(Exercise details):
Which of the lines below hold "nowrap"? Please return each one.

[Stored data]
/---
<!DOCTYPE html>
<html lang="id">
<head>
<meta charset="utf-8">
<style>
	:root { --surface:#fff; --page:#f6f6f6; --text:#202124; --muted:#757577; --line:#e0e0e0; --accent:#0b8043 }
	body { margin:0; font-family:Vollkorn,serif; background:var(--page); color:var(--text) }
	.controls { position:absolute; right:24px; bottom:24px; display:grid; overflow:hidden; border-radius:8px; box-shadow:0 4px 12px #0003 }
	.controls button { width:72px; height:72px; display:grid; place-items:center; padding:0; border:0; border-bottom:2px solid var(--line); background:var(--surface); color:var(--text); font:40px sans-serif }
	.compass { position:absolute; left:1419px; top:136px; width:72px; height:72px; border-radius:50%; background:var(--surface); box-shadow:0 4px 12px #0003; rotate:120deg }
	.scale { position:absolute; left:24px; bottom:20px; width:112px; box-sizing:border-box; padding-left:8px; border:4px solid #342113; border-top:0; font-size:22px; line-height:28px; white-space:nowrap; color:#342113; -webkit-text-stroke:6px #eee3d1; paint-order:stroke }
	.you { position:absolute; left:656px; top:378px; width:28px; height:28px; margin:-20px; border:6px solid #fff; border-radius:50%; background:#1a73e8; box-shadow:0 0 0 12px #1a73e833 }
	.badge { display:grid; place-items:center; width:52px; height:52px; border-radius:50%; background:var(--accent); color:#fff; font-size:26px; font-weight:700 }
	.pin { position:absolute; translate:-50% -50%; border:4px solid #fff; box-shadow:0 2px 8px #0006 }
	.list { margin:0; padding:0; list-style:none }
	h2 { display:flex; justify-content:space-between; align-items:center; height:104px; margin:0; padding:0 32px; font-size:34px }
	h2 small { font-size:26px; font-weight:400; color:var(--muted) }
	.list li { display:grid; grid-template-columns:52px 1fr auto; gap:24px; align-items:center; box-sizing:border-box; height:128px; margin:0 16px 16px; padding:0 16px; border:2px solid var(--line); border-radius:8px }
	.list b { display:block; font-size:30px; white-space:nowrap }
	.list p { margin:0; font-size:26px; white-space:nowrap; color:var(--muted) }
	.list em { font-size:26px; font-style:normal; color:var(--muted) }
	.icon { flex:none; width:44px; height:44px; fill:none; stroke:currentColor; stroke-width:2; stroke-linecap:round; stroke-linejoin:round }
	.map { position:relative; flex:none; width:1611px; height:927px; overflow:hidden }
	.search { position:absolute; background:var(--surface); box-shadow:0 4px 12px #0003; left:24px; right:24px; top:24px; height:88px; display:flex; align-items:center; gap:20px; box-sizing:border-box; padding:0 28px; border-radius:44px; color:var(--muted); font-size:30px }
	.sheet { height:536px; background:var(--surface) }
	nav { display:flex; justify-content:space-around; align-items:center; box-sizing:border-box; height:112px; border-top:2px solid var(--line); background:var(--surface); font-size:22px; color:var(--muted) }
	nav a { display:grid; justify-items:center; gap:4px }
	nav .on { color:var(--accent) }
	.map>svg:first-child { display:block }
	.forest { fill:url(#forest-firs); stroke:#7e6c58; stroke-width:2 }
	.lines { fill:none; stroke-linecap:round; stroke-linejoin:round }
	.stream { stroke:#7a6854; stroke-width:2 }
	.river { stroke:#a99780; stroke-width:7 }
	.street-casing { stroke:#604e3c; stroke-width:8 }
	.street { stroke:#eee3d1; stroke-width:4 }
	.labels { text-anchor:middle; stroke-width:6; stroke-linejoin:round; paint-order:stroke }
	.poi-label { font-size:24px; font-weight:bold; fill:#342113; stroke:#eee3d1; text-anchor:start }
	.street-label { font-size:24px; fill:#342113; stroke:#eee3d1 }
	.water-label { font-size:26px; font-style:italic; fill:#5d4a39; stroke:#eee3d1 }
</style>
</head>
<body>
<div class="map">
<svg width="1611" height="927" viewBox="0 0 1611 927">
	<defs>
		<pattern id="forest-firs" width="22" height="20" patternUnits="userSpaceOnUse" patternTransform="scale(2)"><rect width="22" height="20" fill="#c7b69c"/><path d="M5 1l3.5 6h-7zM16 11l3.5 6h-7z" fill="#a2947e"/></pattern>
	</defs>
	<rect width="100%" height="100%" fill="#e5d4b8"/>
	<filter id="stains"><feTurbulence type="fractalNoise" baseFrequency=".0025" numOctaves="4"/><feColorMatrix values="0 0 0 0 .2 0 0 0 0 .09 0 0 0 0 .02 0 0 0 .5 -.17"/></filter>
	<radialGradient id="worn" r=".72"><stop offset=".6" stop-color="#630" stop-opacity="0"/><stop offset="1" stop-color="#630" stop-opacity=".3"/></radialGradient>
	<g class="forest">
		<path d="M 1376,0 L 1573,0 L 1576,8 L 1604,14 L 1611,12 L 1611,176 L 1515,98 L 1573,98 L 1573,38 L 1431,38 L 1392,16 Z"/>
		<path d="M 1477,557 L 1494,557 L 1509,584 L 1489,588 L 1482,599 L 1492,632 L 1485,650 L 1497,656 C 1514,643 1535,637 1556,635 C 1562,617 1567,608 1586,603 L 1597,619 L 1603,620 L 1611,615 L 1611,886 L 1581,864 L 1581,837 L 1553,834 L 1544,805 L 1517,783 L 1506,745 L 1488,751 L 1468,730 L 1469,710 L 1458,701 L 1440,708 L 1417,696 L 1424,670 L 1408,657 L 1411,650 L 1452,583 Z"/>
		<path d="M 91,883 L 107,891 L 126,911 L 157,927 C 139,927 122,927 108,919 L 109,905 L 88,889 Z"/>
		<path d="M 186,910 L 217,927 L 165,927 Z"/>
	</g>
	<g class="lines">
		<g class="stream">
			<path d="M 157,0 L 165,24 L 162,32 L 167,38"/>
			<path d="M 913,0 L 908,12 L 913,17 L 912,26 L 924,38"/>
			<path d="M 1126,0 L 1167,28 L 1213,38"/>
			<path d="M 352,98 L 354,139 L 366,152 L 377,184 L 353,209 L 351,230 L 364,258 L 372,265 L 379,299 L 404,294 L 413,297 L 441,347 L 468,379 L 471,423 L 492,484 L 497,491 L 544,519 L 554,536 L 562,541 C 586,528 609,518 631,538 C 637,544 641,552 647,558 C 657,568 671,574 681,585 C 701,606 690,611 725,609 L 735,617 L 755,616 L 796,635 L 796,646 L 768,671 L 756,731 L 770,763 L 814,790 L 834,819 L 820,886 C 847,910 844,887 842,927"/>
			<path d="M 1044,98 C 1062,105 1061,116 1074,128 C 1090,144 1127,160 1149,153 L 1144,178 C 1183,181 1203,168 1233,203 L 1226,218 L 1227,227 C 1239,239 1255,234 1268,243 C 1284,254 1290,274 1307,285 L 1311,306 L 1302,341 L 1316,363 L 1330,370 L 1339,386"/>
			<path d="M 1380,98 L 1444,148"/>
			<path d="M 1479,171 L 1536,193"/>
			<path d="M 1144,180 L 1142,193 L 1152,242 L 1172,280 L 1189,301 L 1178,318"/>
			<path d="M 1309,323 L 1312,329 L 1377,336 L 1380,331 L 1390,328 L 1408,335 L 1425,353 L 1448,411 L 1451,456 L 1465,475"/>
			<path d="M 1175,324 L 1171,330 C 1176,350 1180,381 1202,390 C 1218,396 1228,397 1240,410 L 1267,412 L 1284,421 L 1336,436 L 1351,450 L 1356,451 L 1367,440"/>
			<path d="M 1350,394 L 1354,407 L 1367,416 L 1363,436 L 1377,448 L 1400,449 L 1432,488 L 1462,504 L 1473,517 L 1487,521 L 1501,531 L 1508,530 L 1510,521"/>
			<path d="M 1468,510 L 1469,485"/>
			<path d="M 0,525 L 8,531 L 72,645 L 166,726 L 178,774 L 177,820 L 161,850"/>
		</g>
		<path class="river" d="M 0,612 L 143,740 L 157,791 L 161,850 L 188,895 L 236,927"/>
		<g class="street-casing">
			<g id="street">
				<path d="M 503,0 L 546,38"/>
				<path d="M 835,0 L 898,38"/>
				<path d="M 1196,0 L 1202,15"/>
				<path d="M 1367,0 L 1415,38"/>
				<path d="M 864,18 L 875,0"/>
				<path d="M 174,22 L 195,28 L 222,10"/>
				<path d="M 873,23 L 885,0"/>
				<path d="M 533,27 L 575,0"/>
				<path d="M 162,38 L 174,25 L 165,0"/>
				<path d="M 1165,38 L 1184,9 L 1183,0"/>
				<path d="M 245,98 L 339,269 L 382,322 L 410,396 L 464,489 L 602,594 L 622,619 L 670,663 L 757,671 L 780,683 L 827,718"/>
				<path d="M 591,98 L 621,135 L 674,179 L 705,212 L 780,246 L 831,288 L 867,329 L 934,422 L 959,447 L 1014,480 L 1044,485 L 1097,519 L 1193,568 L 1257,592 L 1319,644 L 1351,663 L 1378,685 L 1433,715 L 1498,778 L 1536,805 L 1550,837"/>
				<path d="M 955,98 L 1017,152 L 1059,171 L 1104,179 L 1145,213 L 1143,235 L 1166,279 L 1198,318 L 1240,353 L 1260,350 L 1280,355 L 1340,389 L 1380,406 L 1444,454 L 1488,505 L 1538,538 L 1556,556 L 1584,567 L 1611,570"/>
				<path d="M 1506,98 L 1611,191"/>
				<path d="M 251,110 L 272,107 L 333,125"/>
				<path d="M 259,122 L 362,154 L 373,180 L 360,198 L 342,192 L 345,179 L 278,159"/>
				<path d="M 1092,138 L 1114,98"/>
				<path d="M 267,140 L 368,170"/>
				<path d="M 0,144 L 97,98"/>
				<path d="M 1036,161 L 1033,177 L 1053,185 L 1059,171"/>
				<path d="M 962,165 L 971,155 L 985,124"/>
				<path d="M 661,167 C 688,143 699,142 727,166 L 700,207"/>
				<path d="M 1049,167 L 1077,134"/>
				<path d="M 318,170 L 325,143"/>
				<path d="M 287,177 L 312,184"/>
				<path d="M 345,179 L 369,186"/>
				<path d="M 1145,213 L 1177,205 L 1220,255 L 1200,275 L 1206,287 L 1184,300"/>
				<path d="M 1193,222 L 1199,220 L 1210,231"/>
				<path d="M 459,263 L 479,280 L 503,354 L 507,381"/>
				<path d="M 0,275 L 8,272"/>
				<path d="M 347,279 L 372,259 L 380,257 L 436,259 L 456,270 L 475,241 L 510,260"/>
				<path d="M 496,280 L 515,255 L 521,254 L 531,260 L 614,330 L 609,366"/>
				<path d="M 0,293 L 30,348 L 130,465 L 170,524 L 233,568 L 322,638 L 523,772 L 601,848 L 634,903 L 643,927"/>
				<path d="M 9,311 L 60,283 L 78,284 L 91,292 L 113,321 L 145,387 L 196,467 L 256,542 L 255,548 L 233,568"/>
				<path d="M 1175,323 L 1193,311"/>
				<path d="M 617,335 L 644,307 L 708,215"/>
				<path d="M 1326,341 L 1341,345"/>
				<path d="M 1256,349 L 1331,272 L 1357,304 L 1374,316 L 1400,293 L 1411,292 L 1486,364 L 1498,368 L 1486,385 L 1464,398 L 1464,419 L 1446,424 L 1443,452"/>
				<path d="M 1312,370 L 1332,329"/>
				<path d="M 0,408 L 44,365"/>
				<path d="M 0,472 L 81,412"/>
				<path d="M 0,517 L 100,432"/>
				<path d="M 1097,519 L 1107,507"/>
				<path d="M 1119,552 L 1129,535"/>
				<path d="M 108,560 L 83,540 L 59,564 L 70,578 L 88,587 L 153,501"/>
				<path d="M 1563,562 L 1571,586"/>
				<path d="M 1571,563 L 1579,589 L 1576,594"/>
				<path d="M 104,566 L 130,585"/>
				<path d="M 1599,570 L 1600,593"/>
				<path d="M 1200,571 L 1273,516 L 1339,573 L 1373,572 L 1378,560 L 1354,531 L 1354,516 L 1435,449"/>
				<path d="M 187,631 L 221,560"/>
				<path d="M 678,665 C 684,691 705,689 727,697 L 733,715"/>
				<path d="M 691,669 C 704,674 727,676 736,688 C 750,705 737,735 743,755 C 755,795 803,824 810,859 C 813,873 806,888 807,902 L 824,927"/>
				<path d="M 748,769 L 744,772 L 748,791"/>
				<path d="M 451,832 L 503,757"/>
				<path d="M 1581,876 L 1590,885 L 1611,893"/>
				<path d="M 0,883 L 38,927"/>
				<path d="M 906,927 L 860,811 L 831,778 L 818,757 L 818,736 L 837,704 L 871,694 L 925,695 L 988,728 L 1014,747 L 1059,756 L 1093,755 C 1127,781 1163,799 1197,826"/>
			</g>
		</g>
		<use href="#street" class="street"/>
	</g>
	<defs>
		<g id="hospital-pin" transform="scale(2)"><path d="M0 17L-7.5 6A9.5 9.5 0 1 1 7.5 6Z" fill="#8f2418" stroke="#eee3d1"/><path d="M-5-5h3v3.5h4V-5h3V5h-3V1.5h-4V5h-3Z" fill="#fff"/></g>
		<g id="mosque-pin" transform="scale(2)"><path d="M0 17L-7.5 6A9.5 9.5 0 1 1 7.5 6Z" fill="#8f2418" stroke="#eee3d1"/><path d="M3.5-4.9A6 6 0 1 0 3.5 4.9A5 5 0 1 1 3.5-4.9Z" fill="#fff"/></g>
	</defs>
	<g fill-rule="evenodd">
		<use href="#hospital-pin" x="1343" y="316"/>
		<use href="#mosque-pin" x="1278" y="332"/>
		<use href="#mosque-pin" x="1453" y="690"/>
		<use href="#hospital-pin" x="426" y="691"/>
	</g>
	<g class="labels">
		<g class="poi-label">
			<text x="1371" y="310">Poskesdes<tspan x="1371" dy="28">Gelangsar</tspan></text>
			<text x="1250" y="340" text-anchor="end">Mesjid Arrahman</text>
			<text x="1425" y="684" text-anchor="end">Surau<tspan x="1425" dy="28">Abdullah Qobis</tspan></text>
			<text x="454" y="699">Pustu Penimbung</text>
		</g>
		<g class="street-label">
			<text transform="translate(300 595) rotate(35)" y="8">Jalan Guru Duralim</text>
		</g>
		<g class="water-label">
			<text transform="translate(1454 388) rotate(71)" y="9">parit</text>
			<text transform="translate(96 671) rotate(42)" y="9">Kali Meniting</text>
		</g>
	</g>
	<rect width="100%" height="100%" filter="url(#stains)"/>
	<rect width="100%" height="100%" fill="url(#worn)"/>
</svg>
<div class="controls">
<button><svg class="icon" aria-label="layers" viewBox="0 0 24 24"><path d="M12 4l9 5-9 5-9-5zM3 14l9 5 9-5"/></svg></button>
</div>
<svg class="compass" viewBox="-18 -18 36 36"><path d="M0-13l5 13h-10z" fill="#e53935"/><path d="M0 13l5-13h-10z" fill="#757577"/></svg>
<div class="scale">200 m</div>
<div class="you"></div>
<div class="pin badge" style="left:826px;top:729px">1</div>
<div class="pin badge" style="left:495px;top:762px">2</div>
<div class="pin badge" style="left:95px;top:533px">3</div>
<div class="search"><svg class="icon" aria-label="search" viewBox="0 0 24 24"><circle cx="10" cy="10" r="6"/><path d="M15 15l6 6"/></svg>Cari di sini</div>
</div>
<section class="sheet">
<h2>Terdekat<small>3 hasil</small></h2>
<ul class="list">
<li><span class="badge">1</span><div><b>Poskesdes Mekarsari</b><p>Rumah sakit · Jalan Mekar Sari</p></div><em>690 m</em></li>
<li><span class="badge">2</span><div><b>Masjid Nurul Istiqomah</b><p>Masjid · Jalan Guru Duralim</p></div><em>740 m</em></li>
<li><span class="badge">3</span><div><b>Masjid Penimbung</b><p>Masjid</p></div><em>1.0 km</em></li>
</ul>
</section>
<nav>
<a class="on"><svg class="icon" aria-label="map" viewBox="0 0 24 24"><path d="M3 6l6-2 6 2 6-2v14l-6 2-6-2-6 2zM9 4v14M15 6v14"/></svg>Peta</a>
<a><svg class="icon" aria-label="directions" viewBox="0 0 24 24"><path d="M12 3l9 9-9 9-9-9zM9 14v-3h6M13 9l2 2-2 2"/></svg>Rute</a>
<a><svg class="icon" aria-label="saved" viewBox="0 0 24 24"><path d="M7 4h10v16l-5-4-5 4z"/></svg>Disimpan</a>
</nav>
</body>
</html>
\---
(Exercise output):
	.scale { position:absolute; left:24px; bottom:20px; width:112px; box-sizing:border-box; padding-left:8px; border:4px solid #342113; border-top:0; font-size:22px; line-height:28px; white-space:nowrap; color:#342113; -webkit-text-stroke:6px #eee3d1; paint-order:stroke }
	.list b { display:block; font-size:30px; white-space:nowrap }
	.list p { margin:0; font-size:26px; white-space:nowrap; color:var(--muted) }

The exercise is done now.